Direct interaction of the calcium sensor protein synaptotagmin I with a cytoplasmic domain of the alpha1A subunit of the P/Q-type calcium channel.

N Charvin 1, C L'evêque 1, D Walker 1, F Berton 1, C Raymond 1, M Kataoka 1, Y Shoji-Kasai 1, M Takahashi 1, M De Waard 1, M J Seagar 1
PMCID: PMC1170085  PMID: 9303303

Abstract

Synaptotagmins are synaptic vesicle proteins containing two calcium-binding C2 domains which are involved in coupling calcium influx through voltage-gated channels to vesicle fusion and exocytosis of neurotransmitters. The interaction of synaptotagmins with native P/Q-type calcium channels was studied in solubilized synaptosomes from rat cerebellum. Antibodies against synaptotagmins I and II, but not IV co-immunoprecipitated [125I]omega-conotoxin MVIIC-labelled calcium channels. Direct interactions were studied between in vitro-translated [35S]synaptotagmin I and fusion proteins containing cytoplasmic loops of the alpha1A subunit (BI isoform).
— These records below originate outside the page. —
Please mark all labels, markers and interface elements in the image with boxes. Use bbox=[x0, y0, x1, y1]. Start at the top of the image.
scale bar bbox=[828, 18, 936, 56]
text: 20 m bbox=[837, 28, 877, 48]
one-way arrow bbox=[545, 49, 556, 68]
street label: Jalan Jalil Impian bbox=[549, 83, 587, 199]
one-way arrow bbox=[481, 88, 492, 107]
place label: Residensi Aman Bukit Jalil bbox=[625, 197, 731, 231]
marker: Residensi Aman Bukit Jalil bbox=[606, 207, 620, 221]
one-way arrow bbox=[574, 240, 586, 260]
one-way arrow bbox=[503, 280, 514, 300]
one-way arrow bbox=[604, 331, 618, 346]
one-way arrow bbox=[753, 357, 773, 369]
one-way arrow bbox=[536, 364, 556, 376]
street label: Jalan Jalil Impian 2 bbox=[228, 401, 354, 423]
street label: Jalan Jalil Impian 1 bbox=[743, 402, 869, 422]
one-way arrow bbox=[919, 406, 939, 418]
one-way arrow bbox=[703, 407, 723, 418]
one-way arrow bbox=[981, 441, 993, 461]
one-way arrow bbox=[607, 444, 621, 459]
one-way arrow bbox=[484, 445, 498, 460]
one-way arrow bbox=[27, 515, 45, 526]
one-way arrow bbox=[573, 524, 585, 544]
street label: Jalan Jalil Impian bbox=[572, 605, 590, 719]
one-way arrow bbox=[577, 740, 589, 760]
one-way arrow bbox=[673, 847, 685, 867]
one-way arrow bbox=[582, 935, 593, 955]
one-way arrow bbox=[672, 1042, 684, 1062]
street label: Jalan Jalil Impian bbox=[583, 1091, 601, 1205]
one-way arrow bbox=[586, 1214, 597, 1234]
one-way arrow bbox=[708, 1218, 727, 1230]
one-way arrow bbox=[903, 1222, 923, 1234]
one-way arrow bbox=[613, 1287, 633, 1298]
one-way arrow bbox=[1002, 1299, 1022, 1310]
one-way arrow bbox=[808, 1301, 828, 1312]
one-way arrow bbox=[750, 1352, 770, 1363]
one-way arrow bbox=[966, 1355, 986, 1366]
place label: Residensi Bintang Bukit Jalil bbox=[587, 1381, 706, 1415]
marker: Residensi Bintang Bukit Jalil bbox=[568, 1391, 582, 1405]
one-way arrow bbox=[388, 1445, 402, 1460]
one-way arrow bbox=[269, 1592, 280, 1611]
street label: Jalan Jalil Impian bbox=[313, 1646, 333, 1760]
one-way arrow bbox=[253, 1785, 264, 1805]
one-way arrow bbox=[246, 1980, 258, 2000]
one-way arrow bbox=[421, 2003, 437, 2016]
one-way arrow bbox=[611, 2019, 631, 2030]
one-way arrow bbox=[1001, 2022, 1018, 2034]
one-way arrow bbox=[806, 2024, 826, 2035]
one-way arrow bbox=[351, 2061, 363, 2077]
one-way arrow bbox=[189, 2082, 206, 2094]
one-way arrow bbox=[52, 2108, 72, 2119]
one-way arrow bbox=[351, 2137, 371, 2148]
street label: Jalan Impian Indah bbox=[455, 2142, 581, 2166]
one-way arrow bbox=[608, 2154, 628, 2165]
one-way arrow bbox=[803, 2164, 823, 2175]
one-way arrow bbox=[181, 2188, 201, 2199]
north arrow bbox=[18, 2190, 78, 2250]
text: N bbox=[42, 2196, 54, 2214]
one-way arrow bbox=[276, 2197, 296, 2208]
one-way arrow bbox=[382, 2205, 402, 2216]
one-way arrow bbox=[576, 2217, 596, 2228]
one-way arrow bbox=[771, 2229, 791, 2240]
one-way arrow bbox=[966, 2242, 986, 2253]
Gel overlay revealed the association of synaptotagmin I with a single region (residues 780-969) located in the intracellular loop connecting homologous domains II and III. Saturable calcium-independent binding occurred with equilibrium dissociation constants of 70 nM and 340 nM at 4 degrees C and pH 7.4, and association was blocked by addition of excess recombinant synaptotagmin I. Direct synaptotagmin binding to the pore-forming subunit of the P/Q-type channel may optimally locate the calcium-binding sites that initiate exocytosis within a zone of voltage-gated calcium entry.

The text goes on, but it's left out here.